Перед нами человек на иконе, мир на иконе. Откуда мир и человек смогут быть замечены конкретно так? Эта отправная точка зрения, эта возможность — христианская Традиция.

Возможно заявить, что всем, идущим по пути рождения в себе нового человека, раскрывается что-то единое. Иконописец, живущий в данной Традиции, сродненный с ее опытом, отнюдь не просто составитель и иллюстратор текстов Евангелия для неграмотных (как надеялось католическим и протестантским богословием).

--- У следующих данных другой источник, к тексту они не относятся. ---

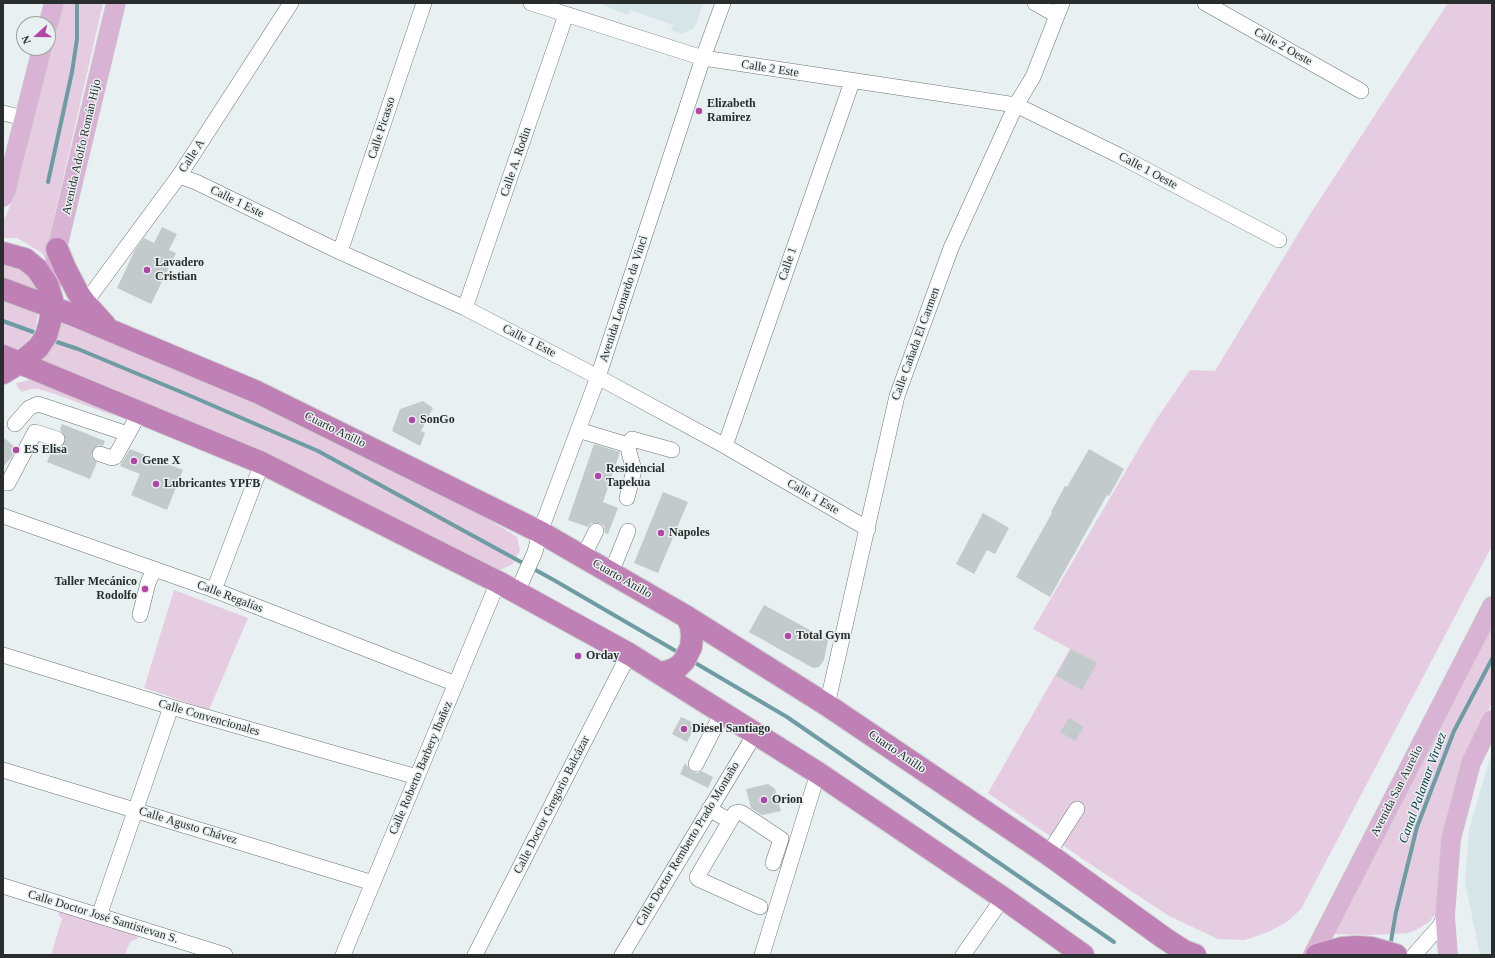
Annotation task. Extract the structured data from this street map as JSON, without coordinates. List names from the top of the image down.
{
  "streets": {
    "highway": ["Cuarto Anillo"],
    "main road": ["Avenida Adolfo Román Hijo", "Avenida San Aurelio"],
    "street": [
      "Calle 2 Oeste",
      "Calle 2 Este",
      "Calle Picasso",
      "Calle A",
      "Calle A. Rodin",
      "Calle 1 Oeste",
      "Calle 1 Este",
      "Calle 1",
      "Avenida Leonardo da Vinci",
      "Calle Cañada El Carmen",
      "Calle Regalías",
      "Calle Convencionales",
      "Calle Roberto Barbery Ibañez",
      "Calle Doctor Gregorio Balcázar",
      "Calle Agusto Chávez",
      "Calle Doctor Remberto Prado Montaño",
      "Calle Doctor José Santistevan S."
    ]
  },
  "crossings": [
    ["Calle 2 Este", "Calle A. Rodin"],
    ["Calle 2 Este", "Calle 1 Oeste"],
    ["Calle 2 Este", "Calle 1"],
    ["Calle 2 Este", "Avenida Leonardo da Vinci"],
    ["Calle 2 Este", "Calle Cañada El Carmen"],
    ["Calle Picasso", "Calle 1 Este"],
    ["Avenida Adolfo Román Hijo", "Cuarto Anillo"],
    ["Calle A", "Calle 1 Este"],
    ["Calle A. Rodin", "Calle 1 Este"],
    ["Calle 1 Oeste", "Calle Cañada El Carmen"],
    ["Calle 1 Este", "Calle 1"],
    ["Calle 1 Este", "Avenida Leonardo da Vinci"],
    ["Calle 1 Este", "Calle Cañada El Carmen"],
    ["Avenida Leonardo da Vinci", "Cuarto Anillo"],
    ["Calle Cañada El Carmen", "Cuarto Anillo"],
    ["Calle Regalías", "Calle Roberto Barbery Ibañez"],
    ["Calle Convencionales", "Calle Roberto Barbery Ibañez"],
    ["Calle Roberto Barbery Ibañez", "Calle Agusto Chávez"]
  ],
  "water": ["Canal Palamar Viruez"],
  "places": [
    "Elizabeth Ramirez",
    "Lavadero Cristian",
    "SonGo",
    "ES Elisa",
    "Gene X",
    "Residencial Tapekua",
    "Lubricantes YPFB",
    "Napoles",
    "Taller Mecánico Rodolfo",
    "Total Gym",
    "Orday",
    "Diesel Santiago",
    "Orion"
  ],
  "north": "left"
}
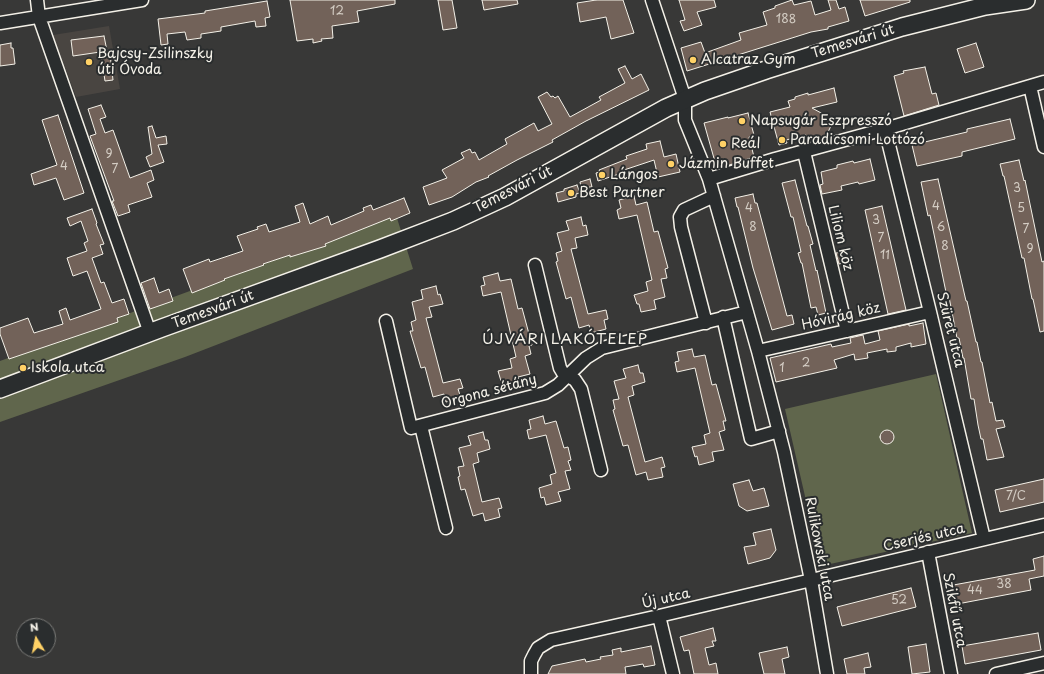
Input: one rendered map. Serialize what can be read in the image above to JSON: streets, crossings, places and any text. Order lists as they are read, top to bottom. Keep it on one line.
{"streets":{"street":["Temesvári út","Liliom köz","Hóvirág köz","Szüret utca","Orgona sétány","Cserjés utca","Rulikowski utca","Új utca","Szikfű utca"]},"crossings":[["Temesvári út","Rulikowski utca"],["Liliom köz","Hóvirág köz"],["Hóvirág köz","Szüret utca"],["Hóvirág köz","Rulikowski utca"],["Szüret utca","Cserjés utca"],["Orgona sétány","Rulikowski utca"],["Cserjés utca","Rulikowski utca"],["Cserjés utca","Új utca"],["Cserjés utca","Szikfű utca"],["Rulikowski utca","Új utca"]],"districts":["ÚJVÁRI LAKÓTELEP"],"places":["Alcatraz Gym","Bajcsy-Zsilinszky úti Óvoda","Napsugár Eszpresszó","Paradicsomi Lottózó","Reál","Jázmin Buffet","Lángos","Best Partner","Iskola utca"],"house_numbers":["12","188","9","4","7","3","4","4","5","3","8","6","7","7","8","9","11","2","1","7/C","38","44","52"],"north":"top"}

Он — свидетель, изнутри Традиции “оплотняющий” ее духовное содержание средствами живописи. Исходя из этого допустимо и нужно изучить суть иконы через ее соотношение с другими объективациями Традиции — Евангелием, православным богословием, Литургией, святоотеческими текстами. Без понимания этого внутреннего, коренного единства иконописная символика вырождается в ряд отвлеченных, натужных аллегорий и бесплодных понятий.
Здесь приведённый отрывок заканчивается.